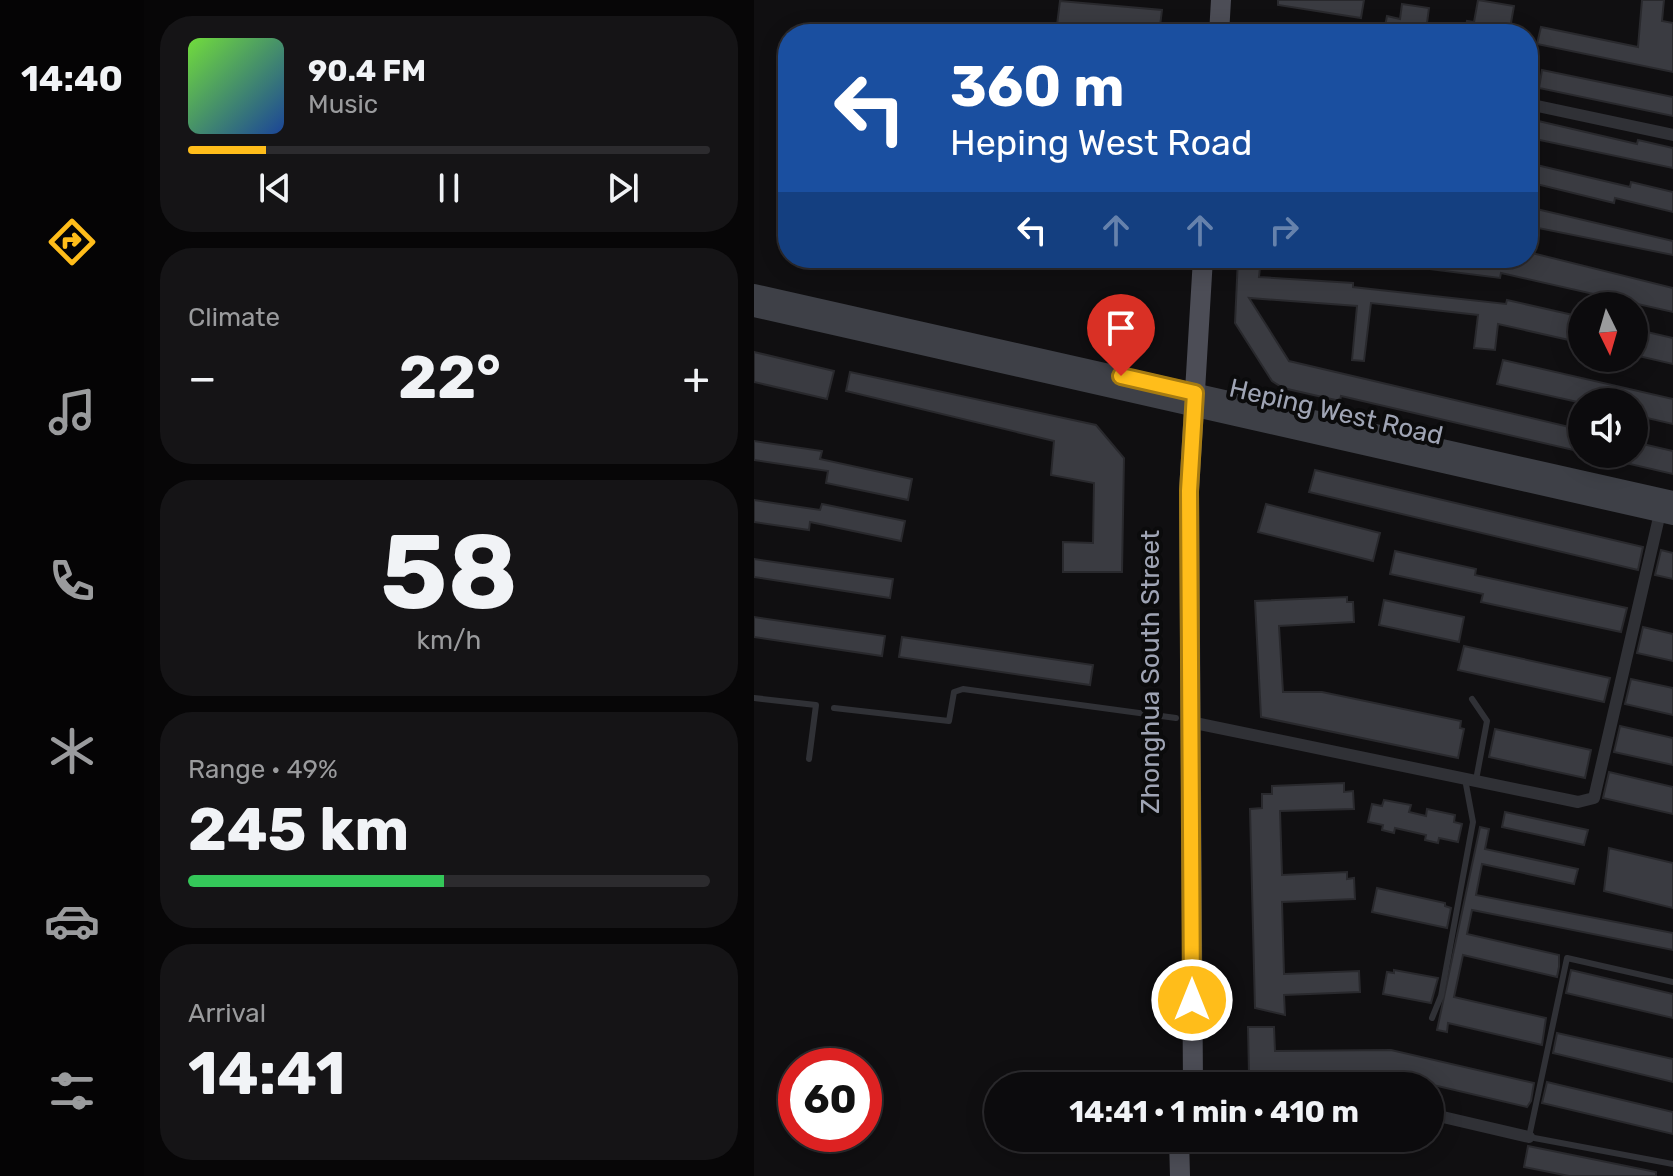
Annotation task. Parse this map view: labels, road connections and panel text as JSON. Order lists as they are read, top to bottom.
{
  "streets": {
    "main road": ["Heping West Road", "Zhonghua South Street"]
  },
  "crossings": [
    ["Heping West Road", "Zhonghua South Street"]
  ],
  "north": "bottom",
  "page": {
    "tabs": "14:40",
    "turn": ["360 m", "Heping West Road"],
    "song": ["90.4 FM", "Music"],
    "tile": [
      "Climate",
      ["58", "km/h"],
      ["Range · 49%", "245 km"],
      ["Arrival", "14:41"]
    ],
    "heat": ["−", "22°", "+"],
    "limit": "60",
    "trip": "14:41 · 1 min · 410 m"
  }
}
*****
Exercise objective: From the first line to the last, retype the data exactly, without images.

Solved problem:
Annotation task. Parse this map view: labels, road connections and panel text as JSON. Order lists as they are read, top to bottom.
{
  "streets": {
    "main road": ["Heping West Road", "Zhonghua South Street"]
  },
  "crossings": [
    ["Heping West Road", "Zhonghua South Street"]
  ],
  "north": "bottom",
  "page": {
    "tabs": "14:40",
    "turn": ["360 m", "Heping West Road"],
    "song": ["90.4 FM", "Music"],
    "tile": [
      "Climate",
      ["58", "km/h"],
      ["Range · 49%", "245 km"],
      ["Arrival", "14:41"]
    ],
    "heat": ["−", "22°", "+"],
    "limit": "60",
    "trip": "14:41 · 1 min · 410 m"
  }
}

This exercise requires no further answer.